Exercise inputs section start

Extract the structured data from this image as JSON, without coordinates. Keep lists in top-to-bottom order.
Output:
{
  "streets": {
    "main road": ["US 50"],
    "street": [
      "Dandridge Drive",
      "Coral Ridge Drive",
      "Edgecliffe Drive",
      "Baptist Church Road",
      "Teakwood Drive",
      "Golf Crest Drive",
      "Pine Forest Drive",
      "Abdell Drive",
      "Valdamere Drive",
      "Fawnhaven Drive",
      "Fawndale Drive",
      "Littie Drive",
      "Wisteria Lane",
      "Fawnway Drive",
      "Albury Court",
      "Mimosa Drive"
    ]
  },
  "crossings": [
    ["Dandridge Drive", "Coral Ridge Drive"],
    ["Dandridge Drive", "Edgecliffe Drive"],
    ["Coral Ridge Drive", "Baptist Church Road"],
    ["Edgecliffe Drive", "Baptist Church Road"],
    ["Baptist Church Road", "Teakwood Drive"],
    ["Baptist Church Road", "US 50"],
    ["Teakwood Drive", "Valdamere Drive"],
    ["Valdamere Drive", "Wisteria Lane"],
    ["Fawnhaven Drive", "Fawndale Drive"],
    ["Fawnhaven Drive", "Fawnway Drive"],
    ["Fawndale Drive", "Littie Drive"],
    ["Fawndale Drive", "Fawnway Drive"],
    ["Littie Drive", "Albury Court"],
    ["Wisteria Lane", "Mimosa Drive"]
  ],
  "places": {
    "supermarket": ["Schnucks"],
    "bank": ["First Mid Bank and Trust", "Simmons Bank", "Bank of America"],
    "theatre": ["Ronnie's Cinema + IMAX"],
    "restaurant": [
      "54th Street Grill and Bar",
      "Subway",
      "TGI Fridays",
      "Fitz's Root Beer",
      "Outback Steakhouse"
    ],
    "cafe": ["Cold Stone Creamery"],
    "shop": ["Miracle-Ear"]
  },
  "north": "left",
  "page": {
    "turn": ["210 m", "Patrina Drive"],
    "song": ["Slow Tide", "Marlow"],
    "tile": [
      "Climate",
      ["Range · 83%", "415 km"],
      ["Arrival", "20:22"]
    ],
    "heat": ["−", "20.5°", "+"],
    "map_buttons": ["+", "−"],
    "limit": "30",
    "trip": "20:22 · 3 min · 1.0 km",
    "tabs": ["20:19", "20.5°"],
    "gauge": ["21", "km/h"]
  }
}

Exercise inputs section end

Looking only at the data above, say how many of its lines contain the string "Fawnhaven", and nothing more.

3